Développement des filières. FO se félicite de la transformation de la Conférence Nationale de l’Industrie en Conseil National de l’Industrie ; cette revendication a permis, selon le syndicat, de pérenniser les comités stratégiques des filières et de proposer une meilleure coordination entre donneurs d’ordres, sous-traitants et fournisseurs. La création de nouvelles filières (sidérurgie, nucléaire) constitue également une demande satisfaite pour FO.

Gestion prévisionnelle des emplois et des compétences (GPEC)[5]. FO salue la ratification de l’accord national pour l’emploi dans la métallurgie négociée par son organisation et signé le 23 septembre 2016 en ce qui concerne la gestion prévisionnelle des emplois et des compétences. Elle souligne que sa politique pourrait cependant être « plus offensive » et continuer à se développer de manière à augmenter l’expérience de ses salariés[6].

 

 II . Quelles solutions ?

La primauté des corps intermédiaires  

Soulignant la nécessité des corps intermédiaires pour la bonne réussite de la filière industrielle, FO insiste sur le rôle essentiel joué par son syndicat chez Airbus, ou auprès de PSA et Renault. « FO Métaux a largement contribué au sauvetage de l’industrie automobile française », n’hésite-t-on pas indiquer dans le livre blanc.
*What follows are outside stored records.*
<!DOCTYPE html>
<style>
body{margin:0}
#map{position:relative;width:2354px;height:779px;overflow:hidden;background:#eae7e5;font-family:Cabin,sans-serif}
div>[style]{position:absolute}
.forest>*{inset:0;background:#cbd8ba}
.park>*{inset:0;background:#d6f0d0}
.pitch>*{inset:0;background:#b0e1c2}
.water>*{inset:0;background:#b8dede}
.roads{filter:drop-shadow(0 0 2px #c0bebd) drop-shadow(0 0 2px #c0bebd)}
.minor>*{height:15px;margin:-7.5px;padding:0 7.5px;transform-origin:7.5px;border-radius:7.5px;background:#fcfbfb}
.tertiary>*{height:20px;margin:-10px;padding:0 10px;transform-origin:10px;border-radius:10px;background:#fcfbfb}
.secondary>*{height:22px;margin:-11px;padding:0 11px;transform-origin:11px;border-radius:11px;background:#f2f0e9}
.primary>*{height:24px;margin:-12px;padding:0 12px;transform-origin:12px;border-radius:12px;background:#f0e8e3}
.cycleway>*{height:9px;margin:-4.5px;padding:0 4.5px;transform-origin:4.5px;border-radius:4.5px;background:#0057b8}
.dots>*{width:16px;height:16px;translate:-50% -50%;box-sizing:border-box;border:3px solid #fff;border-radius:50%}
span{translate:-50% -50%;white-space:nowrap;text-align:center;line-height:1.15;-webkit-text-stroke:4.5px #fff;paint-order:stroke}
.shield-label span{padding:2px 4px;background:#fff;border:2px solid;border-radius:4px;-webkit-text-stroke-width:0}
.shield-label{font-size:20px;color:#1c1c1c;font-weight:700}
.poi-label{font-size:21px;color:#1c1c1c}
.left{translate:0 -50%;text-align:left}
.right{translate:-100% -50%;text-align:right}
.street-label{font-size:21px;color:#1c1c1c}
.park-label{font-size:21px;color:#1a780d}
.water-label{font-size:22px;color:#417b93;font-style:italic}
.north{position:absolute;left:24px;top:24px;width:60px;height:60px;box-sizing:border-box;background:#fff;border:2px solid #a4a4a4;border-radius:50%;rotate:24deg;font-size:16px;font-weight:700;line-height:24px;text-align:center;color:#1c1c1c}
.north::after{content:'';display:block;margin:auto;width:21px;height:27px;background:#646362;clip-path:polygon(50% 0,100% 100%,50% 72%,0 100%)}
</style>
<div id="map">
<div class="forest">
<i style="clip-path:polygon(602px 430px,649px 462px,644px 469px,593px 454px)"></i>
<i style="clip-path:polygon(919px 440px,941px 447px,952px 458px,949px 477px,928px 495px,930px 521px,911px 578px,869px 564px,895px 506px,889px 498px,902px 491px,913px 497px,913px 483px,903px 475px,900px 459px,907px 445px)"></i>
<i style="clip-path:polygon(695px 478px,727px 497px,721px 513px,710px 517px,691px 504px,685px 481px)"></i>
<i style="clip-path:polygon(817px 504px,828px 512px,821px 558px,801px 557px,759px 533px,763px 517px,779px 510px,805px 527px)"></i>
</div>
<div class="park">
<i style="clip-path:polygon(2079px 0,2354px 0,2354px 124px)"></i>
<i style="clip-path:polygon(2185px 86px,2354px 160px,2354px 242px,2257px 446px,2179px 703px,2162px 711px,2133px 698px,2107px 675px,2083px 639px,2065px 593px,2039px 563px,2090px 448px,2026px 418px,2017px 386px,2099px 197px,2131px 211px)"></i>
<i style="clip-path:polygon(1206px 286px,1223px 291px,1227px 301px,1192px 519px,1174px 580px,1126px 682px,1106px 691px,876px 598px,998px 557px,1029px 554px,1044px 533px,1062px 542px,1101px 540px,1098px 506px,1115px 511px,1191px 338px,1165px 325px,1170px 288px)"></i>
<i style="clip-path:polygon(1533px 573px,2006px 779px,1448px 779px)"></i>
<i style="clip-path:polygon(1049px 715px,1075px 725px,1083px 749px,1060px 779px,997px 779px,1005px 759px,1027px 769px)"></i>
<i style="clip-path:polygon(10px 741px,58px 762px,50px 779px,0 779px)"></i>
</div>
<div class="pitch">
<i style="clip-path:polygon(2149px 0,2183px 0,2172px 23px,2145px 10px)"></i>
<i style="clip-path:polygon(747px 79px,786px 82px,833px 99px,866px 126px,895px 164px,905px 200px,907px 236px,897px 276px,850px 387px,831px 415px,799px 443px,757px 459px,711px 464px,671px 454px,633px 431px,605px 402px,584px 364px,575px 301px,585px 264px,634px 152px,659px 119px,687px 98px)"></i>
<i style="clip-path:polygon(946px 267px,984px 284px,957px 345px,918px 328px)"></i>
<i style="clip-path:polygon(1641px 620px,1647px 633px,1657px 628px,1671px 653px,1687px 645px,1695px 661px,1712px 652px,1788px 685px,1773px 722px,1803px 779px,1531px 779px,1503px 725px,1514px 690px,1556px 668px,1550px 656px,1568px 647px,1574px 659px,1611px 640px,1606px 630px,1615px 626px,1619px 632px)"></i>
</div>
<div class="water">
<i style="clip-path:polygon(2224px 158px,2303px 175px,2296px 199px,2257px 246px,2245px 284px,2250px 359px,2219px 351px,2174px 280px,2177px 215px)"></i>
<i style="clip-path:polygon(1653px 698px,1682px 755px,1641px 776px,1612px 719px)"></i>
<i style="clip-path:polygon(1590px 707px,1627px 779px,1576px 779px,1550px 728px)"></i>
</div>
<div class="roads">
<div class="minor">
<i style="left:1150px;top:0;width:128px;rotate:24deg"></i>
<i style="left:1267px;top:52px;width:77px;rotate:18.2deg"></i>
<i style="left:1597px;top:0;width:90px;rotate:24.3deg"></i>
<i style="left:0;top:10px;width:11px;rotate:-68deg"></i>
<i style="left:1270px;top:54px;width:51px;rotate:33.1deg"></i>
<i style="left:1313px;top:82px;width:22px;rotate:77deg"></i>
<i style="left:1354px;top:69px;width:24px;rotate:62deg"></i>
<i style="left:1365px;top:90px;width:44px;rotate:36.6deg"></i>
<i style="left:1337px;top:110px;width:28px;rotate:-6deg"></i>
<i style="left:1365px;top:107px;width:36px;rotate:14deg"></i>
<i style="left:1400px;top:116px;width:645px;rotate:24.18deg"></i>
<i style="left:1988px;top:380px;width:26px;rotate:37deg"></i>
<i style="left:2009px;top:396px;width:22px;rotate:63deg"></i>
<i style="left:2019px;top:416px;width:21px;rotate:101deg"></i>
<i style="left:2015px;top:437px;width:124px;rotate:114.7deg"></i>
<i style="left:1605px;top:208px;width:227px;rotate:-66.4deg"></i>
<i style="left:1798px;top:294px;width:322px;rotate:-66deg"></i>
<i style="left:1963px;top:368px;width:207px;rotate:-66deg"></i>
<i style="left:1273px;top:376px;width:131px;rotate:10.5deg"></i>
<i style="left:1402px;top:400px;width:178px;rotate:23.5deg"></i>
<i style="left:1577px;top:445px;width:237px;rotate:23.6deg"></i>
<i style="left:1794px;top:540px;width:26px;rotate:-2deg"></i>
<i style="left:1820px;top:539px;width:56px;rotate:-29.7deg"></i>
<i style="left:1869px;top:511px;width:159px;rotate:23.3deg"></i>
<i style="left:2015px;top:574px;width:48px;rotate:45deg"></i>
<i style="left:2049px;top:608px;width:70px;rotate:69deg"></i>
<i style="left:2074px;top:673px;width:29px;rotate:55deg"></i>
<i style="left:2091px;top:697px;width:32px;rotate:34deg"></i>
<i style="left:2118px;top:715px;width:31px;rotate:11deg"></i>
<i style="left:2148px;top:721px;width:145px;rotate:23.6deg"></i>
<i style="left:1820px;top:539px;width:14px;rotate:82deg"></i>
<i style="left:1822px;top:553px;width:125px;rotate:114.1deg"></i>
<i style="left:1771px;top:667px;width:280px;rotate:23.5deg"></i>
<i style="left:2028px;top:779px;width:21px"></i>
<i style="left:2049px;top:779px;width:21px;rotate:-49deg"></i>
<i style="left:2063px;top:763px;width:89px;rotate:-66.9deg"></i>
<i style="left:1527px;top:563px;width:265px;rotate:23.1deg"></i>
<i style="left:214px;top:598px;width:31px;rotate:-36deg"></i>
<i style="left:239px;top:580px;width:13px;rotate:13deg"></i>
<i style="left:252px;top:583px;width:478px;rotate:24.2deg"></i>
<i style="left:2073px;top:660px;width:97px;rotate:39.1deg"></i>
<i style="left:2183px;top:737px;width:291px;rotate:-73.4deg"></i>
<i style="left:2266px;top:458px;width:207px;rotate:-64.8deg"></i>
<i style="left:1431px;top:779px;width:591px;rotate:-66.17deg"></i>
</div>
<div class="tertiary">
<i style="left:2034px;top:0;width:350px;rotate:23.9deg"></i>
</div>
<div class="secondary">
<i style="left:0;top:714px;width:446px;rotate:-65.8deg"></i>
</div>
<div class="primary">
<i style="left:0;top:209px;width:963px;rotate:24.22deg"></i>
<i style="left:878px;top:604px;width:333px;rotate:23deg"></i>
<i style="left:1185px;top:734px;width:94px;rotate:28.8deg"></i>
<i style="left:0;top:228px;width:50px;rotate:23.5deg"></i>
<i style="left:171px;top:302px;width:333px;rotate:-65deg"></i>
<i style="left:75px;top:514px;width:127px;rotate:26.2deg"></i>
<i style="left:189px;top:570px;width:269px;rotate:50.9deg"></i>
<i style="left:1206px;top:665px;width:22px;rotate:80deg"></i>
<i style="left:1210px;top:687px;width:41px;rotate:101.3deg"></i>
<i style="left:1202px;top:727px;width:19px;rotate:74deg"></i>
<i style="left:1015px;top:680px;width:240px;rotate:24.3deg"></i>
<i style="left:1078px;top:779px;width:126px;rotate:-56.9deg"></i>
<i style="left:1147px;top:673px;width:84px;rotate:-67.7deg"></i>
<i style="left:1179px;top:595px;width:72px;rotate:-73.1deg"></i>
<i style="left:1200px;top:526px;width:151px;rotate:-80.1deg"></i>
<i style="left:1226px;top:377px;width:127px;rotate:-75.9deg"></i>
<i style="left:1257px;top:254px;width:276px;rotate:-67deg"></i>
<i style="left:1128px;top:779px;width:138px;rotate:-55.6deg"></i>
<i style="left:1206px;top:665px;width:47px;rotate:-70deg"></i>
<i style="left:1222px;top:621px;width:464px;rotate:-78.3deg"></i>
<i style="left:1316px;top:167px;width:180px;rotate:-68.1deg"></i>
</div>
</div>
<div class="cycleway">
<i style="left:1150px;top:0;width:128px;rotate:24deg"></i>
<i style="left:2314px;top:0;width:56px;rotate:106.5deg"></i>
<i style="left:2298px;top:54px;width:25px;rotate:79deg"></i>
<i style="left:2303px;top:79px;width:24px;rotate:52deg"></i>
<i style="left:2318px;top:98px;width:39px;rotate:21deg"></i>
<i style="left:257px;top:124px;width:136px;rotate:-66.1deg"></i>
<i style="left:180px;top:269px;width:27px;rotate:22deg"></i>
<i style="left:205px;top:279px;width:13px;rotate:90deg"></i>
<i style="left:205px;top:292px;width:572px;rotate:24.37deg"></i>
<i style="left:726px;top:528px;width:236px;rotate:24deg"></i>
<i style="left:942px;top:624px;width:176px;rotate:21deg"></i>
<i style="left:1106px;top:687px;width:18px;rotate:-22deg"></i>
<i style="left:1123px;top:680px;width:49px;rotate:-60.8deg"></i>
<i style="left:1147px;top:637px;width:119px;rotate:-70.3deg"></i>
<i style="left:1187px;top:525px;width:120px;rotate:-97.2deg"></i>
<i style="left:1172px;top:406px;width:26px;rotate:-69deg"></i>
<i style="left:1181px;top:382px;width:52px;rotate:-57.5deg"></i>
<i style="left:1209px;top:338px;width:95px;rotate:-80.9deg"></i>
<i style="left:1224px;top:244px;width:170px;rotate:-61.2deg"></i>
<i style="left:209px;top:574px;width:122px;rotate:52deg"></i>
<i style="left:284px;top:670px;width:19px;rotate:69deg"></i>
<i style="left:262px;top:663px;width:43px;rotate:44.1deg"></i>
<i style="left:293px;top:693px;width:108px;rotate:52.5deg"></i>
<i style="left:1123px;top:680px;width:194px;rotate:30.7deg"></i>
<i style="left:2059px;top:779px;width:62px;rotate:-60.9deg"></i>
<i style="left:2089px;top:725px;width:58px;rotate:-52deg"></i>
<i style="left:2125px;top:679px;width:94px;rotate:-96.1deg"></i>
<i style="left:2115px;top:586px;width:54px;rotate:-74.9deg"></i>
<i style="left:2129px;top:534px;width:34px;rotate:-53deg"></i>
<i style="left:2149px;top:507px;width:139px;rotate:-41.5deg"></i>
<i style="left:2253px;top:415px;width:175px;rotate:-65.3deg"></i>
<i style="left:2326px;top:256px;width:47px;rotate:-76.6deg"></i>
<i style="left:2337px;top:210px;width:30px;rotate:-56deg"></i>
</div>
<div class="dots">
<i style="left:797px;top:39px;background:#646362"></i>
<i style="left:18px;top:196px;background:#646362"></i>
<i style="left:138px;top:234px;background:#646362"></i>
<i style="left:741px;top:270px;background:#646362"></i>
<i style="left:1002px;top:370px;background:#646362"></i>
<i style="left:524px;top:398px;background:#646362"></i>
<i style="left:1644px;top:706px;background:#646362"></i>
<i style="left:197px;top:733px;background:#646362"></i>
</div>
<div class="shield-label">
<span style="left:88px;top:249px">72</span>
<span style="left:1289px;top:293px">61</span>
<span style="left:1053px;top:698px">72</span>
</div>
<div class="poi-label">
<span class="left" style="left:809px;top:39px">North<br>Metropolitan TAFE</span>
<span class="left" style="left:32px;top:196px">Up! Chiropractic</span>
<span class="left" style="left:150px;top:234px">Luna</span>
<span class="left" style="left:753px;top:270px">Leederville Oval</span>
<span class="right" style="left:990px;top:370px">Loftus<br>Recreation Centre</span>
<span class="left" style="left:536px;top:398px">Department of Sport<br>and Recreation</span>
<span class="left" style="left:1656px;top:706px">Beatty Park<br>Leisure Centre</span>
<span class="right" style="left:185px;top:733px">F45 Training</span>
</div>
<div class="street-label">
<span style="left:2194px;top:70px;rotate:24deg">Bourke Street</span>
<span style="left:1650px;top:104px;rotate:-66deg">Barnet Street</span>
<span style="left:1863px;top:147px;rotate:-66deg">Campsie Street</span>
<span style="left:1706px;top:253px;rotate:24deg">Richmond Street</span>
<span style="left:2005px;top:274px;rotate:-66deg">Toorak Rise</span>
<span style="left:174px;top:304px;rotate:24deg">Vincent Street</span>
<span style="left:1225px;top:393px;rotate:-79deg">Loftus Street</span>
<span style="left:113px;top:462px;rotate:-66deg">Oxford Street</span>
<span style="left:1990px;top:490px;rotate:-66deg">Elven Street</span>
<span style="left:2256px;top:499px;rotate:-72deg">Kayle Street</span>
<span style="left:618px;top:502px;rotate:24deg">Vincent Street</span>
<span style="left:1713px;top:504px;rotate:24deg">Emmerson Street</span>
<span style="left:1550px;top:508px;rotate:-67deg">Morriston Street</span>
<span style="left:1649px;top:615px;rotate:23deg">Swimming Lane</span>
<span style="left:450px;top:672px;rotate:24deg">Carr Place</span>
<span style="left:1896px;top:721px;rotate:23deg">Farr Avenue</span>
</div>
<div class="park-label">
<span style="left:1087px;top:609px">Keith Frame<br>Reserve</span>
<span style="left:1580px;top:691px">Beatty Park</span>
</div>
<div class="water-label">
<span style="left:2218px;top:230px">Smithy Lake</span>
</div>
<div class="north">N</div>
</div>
La branche du syndicat indique par ailleurs que lorsqu’elle n’est pas écoutée, comme ce fut le cas pour Alstom, Areva ou ArcelorMittal, les conséquences en ont « à chaque fois été dramatiques ». Sûr que son rôle est de faire pérenniser les industries par la préservation des emplois de ses salariés, FO Métaux insiste sur l’importance d’aborder l’industrie à  l’aide d’une vision globale, et non uniquement politique ou purement économique. Persuadé que les attaques à l’encontre des syndicats ont été particulièrement farouches à l’issue du dernier mandat (lois Rebsamen, Macron, El Khomri), FO craint que certaines nouvelles dispositions – par exemple, les référendums d’entreprises – ne viennent remettre en cause les fondements du syndicalisme. Appelant au renforcement des conventions collectives, FO rappelle l’importance de son rôle pour la défense des travailleurs et rappelle son étroite collaboration avec des organisations dignes d’attention, à l’instar du Conseil National de l’Industrie, avec laquelle le syndicat œuvre en bonne intelligence. De la proposition de suppression du monopole syndical du premier tour des élections professionnelles à la tentative d’imposition du mandat unique pour les instances représentatives du personnel, les atteintes passées aux organisations syndicales doivent cesser.

 

Exercer le dialogue social  

Un climat apaisé passe, si l’on en croit le syndicat, par un dialogue social retrouvé ; or, les lois Travail et Rebsamen ont sévèrement compromis les conditions du dialogue social, en « réduisant les moyens des représentants du personnel et en apportant d’importantes modifications des règles de la négociation collective ».  La loi Rebsamen aurait ainsi contraint les instances représentatives à se regrouper, limitant ainsi leur capacité d’action. D’autre part, la loi Travail aura, selon FO, limiter la qualité d’opposition des syndicats lors de la signature d’accord collectif et bouleversé l’ordonnancement des textes en accordant la primauté à l’accord d’entreprise sur les autres niveaux de négociations.

 

III. Les propositions de FO pour demain

 Des revendications structurelles et économiques

Les propositions établies par FO en 2012 n’ont pas toute été satisfaites : ainsi, le syndicat propose de les porter à l’attention du nouveau gouvernement. Le contrôle des aides publiques et des systèmes d’exonération des charges reposant sur les salaires et destiné à la recherche et aux investissements, actuellement géré par un Comité de suivi des aides publiques aux entreprises et des engagements animé par France Stratégies, doit être développé, puisque ce sont près de 135 milliard d’aides publiques qui vont être proposés aux entreprises en 2017 et qu’il convient d’être attentif à leur bonne gestion. Renforcement du budget de la BPI en matière d’industrie ; réorientation du CICE en faveur de la seule branche industrielle ; création de véritables filières de recyclage et de démantèlement : telles comptent parmi les propositions renouvelées par FO à l’attention du gouvernement.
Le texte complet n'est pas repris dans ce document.